**Your instructions:**
Look through the data below. Collect every line where the word "family" occurs.

**Given data:**
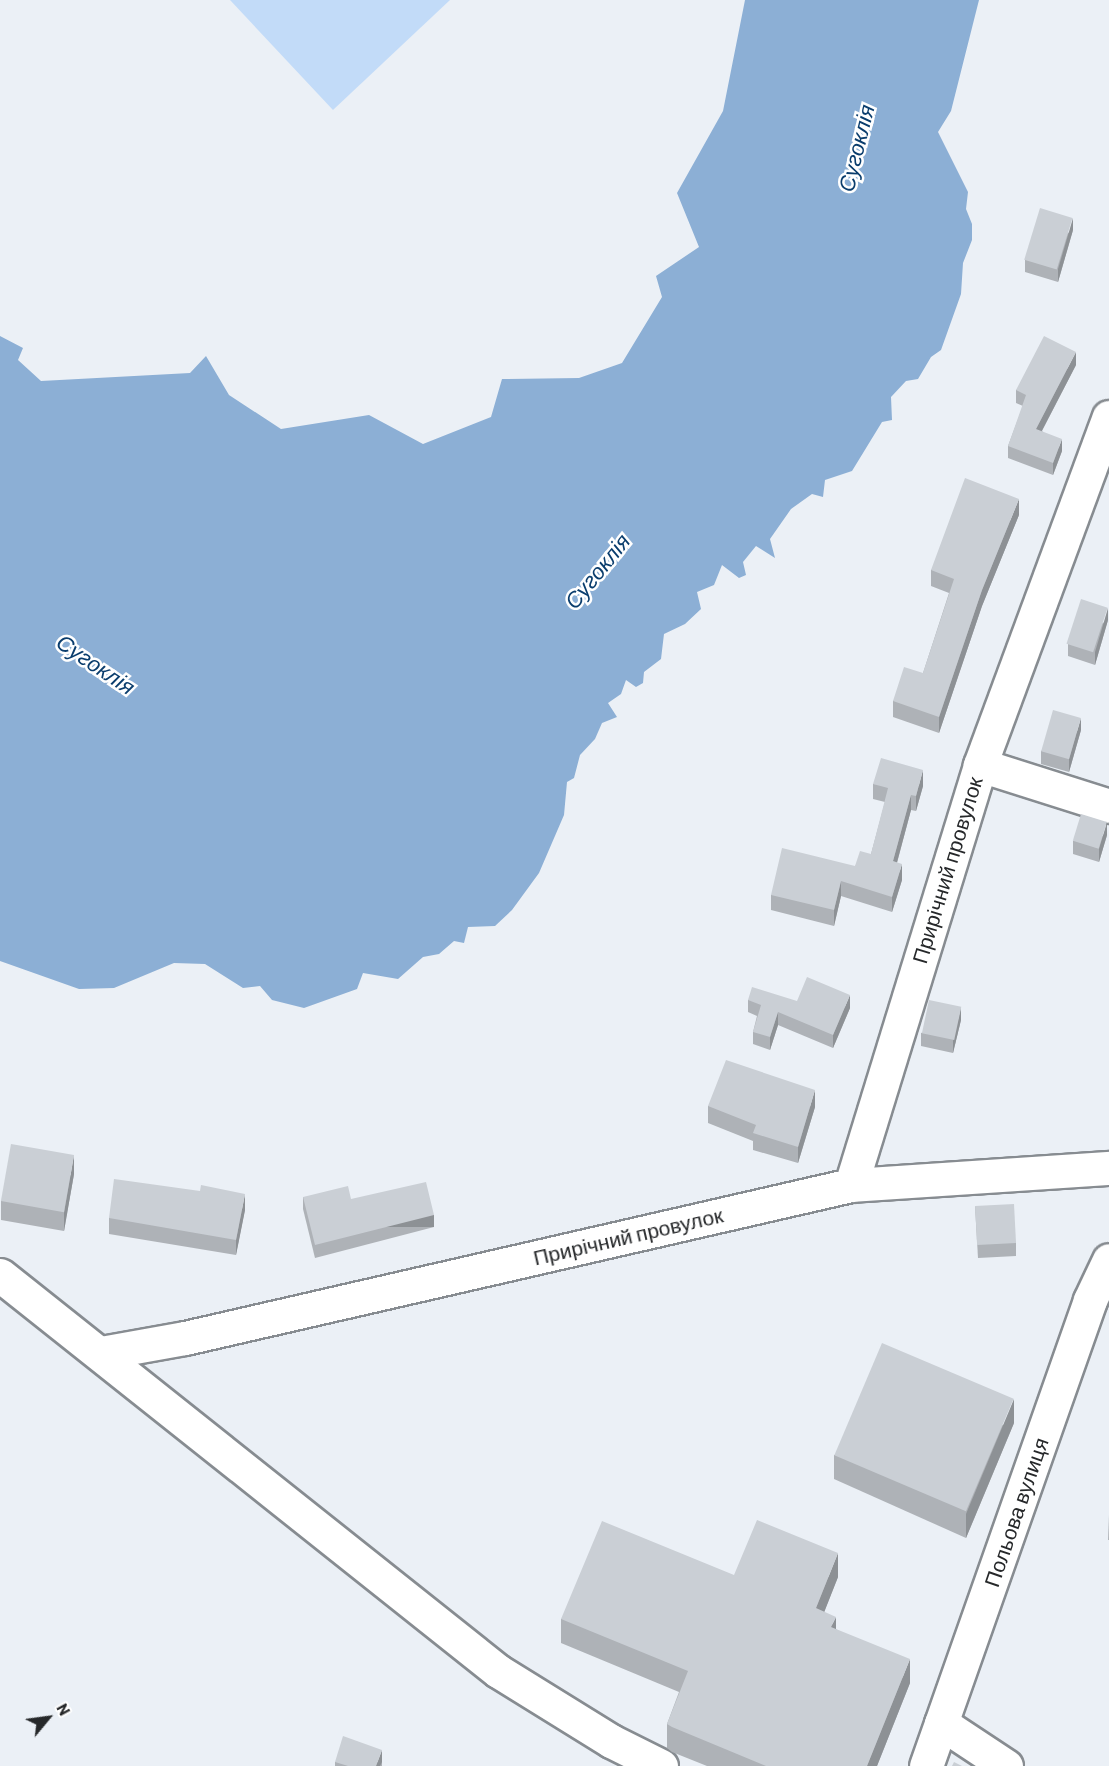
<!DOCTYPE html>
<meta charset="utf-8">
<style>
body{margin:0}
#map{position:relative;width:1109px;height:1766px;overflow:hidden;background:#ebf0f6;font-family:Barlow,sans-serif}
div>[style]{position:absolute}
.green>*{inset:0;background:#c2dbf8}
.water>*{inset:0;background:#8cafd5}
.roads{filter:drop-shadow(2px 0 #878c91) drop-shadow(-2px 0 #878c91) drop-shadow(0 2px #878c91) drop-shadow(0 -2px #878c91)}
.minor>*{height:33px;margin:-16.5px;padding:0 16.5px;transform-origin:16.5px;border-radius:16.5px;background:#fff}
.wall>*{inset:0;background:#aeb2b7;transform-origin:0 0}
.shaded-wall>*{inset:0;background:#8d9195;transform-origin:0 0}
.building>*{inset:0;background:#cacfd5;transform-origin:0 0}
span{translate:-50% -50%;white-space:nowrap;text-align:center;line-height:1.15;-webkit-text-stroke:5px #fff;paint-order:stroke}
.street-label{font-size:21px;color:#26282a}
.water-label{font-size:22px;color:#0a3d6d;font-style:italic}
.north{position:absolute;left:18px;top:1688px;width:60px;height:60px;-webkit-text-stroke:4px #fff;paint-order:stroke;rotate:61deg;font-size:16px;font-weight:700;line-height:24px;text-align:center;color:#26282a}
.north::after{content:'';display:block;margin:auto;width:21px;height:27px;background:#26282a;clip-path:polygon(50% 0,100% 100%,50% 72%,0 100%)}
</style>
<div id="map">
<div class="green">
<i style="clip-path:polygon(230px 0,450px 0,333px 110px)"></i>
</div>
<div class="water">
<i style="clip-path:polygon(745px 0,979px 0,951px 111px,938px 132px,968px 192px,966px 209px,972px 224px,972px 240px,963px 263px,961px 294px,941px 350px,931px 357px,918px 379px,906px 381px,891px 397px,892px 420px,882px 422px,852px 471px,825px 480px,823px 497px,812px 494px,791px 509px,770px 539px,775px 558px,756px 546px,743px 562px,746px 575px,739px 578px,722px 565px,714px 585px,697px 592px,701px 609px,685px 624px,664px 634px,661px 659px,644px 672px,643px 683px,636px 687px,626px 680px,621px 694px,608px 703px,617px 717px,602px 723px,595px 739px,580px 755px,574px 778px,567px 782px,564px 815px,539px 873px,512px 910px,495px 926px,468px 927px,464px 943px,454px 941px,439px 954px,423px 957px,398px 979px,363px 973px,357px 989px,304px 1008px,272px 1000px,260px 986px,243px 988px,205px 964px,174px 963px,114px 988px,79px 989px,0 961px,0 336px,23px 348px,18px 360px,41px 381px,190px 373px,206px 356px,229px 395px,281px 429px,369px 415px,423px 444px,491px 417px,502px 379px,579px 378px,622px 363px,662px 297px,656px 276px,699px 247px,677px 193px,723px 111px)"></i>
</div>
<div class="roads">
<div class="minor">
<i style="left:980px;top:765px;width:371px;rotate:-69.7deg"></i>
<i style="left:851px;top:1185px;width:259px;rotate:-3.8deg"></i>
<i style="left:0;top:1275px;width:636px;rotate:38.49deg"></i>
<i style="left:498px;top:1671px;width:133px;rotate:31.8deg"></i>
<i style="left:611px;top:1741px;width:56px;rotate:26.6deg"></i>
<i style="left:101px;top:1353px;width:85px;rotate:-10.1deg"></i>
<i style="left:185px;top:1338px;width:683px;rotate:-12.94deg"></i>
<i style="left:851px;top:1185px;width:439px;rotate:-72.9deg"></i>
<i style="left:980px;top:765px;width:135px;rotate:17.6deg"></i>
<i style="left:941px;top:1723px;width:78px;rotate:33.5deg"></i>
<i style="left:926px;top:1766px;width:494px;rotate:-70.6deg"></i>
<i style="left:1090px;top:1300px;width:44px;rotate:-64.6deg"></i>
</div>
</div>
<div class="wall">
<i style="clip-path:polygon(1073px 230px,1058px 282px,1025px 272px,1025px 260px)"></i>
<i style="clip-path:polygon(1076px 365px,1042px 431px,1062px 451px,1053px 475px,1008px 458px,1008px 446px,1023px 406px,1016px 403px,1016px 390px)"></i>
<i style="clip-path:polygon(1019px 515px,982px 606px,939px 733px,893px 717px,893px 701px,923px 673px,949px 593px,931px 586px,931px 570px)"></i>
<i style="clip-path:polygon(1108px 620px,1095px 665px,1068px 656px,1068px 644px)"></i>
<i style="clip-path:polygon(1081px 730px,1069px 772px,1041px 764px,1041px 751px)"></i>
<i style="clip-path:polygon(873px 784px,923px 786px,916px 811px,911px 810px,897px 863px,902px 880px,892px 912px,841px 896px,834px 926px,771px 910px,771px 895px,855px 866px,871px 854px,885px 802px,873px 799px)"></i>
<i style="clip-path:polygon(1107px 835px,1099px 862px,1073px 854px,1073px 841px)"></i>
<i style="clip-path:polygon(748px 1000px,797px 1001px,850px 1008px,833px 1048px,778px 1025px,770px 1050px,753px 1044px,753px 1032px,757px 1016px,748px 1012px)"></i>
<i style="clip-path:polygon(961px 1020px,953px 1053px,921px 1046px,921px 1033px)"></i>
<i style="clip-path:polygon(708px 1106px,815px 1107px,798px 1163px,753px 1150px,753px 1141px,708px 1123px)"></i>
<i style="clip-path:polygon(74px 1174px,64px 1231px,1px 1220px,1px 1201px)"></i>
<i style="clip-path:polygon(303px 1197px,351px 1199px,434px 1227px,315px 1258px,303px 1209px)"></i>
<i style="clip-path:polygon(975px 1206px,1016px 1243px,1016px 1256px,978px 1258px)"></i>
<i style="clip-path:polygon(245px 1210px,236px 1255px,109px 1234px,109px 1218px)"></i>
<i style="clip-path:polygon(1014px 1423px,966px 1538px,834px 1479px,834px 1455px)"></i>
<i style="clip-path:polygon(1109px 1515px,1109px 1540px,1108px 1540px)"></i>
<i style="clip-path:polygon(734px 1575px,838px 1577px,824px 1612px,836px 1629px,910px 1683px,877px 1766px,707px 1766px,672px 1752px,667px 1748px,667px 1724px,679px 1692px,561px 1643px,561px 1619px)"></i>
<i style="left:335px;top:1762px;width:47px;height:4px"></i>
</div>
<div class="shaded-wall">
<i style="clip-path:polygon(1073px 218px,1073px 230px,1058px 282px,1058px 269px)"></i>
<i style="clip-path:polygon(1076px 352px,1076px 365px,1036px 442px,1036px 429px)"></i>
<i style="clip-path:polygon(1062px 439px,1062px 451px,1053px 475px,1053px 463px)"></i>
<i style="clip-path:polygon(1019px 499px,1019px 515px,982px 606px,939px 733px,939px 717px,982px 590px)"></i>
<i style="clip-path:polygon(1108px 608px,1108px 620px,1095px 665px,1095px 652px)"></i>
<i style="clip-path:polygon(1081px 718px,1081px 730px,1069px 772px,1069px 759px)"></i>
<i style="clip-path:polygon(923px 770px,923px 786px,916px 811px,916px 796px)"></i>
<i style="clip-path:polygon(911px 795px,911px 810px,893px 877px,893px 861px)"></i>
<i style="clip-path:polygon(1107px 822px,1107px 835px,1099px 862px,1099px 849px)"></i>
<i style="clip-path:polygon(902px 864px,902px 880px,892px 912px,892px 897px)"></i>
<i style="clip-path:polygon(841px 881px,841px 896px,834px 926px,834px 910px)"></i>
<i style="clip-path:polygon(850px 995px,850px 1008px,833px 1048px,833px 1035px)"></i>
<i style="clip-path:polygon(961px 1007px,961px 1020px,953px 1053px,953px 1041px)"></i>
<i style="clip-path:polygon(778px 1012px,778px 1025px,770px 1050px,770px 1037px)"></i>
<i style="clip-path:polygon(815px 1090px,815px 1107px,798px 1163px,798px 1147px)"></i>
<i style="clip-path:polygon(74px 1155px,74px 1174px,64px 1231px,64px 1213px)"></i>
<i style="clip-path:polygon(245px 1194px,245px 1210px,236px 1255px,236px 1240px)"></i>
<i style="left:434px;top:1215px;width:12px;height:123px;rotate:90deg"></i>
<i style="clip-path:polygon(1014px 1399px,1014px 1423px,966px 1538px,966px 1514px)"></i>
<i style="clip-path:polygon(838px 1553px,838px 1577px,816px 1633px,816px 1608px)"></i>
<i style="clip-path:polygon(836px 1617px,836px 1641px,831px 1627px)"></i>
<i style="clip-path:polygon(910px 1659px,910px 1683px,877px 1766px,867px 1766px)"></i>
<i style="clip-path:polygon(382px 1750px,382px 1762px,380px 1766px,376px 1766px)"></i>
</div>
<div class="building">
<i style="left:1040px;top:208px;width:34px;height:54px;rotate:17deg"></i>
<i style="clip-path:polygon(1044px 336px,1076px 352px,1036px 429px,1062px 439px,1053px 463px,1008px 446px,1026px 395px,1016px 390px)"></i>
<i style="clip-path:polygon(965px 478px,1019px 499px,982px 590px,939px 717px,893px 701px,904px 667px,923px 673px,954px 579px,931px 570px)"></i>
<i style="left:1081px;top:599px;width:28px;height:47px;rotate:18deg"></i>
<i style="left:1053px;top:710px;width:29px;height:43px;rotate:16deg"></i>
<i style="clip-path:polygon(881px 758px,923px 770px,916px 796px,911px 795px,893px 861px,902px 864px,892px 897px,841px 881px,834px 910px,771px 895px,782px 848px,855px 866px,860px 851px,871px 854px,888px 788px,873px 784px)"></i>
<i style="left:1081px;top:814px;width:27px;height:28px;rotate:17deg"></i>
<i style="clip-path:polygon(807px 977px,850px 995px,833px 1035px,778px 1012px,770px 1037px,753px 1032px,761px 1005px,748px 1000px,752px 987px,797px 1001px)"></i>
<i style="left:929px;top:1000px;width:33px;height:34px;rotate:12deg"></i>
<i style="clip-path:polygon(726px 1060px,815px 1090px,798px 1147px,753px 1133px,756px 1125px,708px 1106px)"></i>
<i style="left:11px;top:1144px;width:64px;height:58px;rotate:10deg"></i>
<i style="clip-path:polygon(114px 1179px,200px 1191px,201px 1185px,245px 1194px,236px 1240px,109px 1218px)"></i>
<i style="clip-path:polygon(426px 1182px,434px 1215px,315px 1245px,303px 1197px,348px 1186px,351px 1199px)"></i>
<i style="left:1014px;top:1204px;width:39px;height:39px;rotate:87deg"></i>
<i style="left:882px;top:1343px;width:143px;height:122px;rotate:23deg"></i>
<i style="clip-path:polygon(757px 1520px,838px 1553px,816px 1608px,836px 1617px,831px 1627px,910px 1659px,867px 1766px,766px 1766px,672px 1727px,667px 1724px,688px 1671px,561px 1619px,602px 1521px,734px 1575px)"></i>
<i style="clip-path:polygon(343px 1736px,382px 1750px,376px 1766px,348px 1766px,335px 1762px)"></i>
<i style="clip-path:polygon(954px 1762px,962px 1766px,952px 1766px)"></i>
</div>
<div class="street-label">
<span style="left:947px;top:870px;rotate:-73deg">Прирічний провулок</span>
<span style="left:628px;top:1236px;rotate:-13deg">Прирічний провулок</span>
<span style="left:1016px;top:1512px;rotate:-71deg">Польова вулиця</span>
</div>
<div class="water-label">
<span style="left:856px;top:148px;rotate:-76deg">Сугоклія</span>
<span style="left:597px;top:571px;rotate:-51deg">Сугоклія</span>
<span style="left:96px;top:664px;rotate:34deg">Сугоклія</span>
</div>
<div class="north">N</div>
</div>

...

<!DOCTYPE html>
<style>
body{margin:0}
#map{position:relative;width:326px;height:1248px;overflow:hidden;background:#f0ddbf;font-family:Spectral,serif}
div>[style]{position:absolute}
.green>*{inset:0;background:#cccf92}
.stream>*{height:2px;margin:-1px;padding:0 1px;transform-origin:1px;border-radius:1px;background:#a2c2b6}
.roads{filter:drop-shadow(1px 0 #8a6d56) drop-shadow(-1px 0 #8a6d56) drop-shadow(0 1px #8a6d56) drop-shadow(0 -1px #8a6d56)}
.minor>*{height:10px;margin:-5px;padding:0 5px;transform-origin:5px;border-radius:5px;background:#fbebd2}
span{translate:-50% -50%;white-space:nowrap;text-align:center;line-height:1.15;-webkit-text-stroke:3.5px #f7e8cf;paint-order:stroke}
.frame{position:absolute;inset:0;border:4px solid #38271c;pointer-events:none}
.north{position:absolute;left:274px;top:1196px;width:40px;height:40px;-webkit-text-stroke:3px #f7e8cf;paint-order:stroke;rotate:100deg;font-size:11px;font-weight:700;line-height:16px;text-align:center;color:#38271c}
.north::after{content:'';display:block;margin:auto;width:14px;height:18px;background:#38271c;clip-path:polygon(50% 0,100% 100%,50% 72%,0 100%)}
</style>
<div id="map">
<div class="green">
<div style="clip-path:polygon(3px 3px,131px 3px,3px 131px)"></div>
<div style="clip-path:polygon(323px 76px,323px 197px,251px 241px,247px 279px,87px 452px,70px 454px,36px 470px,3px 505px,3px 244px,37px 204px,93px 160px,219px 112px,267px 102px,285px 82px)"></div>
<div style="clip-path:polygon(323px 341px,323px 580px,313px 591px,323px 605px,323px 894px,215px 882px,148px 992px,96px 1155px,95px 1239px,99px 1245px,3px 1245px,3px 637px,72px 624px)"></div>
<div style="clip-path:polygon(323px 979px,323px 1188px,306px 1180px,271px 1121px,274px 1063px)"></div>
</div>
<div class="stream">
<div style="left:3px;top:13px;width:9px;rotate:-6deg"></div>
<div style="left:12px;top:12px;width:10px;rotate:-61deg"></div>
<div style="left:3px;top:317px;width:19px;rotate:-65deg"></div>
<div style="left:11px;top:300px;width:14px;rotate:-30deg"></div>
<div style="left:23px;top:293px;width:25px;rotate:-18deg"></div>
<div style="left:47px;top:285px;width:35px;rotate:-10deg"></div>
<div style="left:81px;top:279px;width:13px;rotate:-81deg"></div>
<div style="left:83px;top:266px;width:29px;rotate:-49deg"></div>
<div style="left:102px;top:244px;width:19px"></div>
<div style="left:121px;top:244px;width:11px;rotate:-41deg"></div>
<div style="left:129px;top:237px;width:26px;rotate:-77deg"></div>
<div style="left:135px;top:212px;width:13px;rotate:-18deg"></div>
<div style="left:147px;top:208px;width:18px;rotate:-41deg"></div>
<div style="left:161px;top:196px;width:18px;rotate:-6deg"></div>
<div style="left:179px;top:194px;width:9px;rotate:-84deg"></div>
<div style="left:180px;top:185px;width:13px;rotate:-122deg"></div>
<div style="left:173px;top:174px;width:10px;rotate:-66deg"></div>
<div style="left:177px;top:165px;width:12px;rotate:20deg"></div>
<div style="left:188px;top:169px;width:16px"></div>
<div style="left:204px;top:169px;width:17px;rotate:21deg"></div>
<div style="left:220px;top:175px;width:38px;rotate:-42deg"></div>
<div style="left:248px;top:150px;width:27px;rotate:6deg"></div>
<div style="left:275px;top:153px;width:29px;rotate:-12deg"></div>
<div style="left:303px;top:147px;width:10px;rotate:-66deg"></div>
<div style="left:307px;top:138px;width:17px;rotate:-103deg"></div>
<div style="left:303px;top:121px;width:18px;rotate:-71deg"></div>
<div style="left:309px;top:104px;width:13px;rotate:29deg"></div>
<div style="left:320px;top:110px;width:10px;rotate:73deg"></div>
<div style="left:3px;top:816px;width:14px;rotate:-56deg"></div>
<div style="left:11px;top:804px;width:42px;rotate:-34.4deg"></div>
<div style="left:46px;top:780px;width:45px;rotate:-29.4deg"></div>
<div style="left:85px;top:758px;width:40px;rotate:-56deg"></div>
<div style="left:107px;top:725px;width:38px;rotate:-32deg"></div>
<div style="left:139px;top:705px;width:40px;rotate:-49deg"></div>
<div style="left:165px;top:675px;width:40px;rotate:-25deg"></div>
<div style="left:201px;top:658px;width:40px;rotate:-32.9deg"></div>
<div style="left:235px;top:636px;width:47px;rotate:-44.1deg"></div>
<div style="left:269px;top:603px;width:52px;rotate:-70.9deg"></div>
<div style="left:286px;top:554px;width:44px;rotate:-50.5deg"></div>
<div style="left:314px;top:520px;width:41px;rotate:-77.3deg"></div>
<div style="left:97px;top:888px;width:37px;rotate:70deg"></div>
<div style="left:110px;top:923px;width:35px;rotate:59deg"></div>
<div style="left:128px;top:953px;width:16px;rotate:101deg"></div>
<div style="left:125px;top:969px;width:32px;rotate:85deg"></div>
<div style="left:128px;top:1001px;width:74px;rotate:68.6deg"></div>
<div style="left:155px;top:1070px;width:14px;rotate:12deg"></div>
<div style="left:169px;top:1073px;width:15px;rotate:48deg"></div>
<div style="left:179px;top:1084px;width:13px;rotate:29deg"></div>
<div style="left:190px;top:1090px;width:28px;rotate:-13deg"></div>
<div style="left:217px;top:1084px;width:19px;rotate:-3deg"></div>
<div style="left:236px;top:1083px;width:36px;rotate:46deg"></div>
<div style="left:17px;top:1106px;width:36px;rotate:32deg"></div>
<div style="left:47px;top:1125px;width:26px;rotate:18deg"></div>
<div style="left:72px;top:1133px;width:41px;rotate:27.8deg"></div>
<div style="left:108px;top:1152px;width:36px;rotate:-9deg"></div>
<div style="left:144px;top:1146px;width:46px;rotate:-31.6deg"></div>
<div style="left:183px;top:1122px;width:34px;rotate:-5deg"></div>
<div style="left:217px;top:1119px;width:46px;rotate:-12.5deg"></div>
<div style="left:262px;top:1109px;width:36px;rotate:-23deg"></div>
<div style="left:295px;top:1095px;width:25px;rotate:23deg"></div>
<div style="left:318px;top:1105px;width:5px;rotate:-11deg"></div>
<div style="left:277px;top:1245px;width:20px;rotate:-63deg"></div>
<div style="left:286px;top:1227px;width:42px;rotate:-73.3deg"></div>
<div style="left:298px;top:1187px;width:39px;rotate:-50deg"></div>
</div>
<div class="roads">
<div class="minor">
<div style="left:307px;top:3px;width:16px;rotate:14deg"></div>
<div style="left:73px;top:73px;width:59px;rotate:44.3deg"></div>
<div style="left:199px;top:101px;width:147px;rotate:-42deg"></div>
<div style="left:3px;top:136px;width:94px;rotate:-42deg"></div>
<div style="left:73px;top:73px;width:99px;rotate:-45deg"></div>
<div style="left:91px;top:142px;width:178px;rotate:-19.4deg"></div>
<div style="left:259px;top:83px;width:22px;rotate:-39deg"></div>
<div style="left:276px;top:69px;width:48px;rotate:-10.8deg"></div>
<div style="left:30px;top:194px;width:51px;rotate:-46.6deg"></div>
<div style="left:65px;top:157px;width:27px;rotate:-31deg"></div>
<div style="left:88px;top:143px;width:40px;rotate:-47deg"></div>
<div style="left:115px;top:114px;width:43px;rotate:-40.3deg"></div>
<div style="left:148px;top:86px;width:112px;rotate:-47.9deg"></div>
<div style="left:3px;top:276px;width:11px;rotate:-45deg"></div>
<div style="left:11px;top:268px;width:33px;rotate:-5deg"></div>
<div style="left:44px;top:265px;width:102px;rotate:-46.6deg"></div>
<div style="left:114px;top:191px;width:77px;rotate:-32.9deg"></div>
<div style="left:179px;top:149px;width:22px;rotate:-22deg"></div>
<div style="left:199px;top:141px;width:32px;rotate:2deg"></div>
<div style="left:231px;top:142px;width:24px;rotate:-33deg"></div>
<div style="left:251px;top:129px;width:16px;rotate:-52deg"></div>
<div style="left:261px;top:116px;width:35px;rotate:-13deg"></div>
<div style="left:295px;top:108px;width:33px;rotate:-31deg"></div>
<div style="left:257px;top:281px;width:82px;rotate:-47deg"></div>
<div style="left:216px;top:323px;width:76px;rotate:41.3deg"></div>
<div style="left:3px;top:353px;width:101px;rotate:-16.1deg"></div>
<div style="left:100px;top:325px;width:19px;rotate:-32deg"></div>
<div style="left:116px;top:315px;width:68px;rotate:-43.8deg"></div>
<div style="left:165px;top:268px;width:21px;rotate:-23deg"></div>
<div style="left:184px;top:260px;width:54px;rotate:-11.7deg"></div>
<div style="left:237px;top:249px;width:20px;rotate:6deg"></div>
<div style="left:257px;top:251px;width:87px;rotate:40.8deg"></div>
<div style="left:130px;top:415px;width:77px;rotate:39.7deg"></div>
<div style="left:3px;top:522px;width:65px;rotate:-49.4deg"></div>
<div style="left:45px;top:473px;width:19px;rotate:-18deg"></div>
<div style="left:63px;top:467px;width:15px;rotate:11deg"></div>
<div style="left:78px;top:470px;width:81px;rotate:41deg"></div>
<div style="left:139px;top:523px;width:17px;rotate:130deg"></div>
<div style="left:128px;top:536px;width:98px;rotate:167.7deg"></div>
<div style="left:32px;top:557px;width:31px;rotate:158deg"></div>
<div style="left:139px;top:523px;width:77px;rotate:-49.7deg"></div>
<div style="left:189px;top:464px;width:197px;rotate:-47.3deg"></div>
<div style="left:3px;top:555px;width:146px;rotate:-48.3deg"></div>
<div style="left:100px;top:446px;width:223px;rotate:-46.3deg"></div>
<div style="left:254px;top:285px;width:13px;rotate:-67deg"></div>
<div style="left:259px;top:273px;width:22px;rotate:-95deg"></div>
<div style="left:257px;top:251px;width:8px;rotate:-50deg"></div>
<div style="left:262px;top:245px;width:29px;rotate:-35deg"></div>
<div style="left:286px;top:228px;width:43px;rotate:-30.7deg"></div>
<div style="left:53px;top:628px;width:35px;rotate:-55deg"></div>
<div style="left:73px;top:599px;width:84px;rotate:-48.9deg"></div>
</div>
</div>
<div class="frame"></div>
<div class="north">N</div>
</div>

**Solution to this task:**
#map{position:relative;width:1109px;height:1766px;overflow:hidden;background:#ebf0f6;font-family:Barlow,sans-serif}
#map{position:relative;width:326px;height:1248px;overflow:hidden;background:#f0ddbf;font-family:Spectral,serif}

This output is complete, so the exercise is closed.